Infrastructure at your Service

By Franck Pachot

.
Those parameters, SQLNET.EXPIRE_TIME in sqlnet.ora and ENABLE=BROKEN in a connection description exist for a long time but may have changed in behavior. They are both related to detecting dead TCP connections with keep-alive probes. The former from the server, and the latter from the client.

The change in 12c is described in the following MOS note: Oracle Net 12c: Changes to the Functionality of Dead Connection Detection (DCD) (Doc ID 1591874.1). Basically instead sending a TNS packet for the keep-alive, the server Dead Connection Detection now relies on the TCP keep-alive feature when available. The note mentions that it may be required to set (ENABLE=BROKEN) in the connection string “in some circumstances” - which is not very precise. This “ENABLE=BROKEN” was used in the past for transparent failover when we had no VIP (virtual IP) in order to detect a lost connection to the server.

I don’t like those statements like “on some platform”, “in some circumstances”, “with some drivers”, “it may be necessary”… so there’s only one solution: test it in your context.
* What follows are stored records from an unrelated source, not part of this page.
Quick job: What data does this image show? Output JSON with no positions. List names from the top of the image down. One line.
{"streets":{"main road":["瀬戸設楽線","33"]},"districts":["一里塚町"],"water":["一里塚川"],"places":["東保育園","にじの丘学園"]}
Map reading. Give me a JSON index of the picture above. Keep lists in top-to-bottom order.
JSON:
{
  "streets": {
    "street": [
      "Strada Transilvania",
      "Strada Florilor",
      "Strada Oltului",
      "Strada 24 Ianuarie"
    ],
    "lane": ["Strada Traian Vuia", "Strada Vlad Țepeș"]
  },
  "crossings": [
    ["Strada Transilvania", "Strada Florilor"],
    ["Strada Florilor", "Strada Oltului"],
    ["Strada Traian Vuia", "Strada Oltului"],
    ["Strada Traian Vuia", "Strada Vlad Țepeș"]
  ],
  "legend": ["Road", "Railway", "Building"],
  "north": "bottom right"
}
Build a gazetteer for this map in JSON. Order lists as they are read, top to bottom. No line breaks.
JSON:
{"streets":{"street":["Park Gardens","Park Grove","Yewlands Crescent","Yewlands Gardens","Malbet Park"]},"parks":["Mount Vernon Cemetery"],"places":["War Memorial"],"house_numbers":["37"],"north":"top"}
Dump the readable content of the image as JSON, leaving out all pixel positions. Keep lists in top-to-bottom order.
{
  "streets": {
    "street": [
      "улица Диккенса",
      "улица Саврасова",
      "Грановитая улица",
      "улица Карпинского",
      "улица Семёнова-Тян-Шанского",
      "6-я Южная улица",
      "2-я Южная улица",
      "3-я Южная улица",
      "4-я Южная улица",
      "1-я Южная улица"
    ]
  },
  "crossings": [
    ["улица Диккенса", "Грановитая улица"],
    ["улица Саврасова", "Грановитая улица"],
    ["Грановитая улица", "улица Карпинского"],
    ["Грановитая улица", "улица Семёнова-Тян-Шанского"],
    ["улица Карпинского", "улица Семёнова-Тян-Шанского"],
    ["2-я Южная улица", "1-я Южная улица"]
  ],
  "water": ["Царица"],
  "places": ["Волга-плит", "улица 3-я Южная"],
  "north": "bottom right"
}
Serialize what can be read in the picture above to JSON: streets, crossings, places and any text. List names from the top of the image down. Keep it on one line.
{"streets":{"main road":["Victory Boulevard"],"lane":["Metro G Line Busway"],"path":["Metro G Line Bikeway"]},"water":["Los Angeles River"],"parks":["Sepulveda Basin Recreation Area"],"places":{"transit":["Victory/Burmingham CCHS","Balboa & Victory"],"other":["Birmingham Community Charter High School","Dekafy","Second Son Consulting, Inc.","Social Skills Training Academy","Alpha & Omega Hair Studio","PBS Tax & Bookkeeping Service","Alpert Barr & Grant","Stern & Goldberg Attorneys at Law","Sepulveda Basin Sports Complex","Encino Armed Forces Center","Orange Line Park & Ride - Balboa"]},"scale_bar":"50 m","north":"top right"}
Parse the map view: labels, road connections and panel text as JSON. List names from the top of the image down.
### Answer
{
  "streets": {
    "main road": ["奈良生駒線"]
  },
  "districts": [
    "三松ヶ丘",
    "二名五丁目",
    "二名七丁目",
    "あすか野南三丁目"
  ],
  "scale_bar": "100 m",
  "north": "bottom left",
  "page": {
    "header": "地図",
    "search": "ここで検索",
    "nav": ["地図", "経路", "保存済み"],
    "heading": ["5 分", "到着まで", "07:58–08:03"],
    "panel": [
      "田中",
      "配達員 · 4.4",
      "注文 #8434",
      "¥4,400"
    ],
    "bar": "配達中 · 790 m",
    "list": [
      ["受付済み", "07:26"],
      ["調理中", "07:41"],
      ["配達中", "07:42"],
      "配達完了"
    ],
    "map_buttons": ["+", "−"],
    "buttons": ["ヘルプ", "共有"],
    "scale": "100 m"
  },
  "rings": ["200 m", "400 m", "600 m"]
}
My listener is on (DESCRIPTION=(ADDRESS=(PROTOCOL=tcp)(HOST=localhost)(PORT=1521))) and I will connect to it and keep my connection idle (no user call to the server).I trace the server (through the forks of the listener, found by pgrep with the name of listener associated with this TCP address) and color it in green (GREP_COLORS=’ms=01;32′):


pkill strace ; strace -fyye trace=socket,setsockopt -p $(pgrep -f "tnslsnr $(lsnrctl status "(DESCRIPTION=(ADDRESS=(PROTOCOL=tcp)(HOST=localhost)(PORT=1521)))" | awk '/^Alias/{print $2}') ") 2>&1 | GREP_COLORS='ms=01;32' grep --color=auto -E '^|.*sock.*|^=*' &

I trace the client and color it in yellow (GREP_COLORS=’ms=01;32′):


strace -fyye trace=socket,setsockopt sqlplus demo/[email protected]"(DESCRIPTION=(CONNECT_DATA=(SERVICE_NAME=PDB1))(ADDRESS=(PROTOCOL=tcp)(HOST=127.0.0.1)(PORT=1521)))" <<<quit 2>&1 | GREP_COLORS='ms=01;33' grep --color=auto -E '^|.*sock.*|^=*'

I’m mainly interested by the setsockopt() here because this is how to enable TCP Keep Alive.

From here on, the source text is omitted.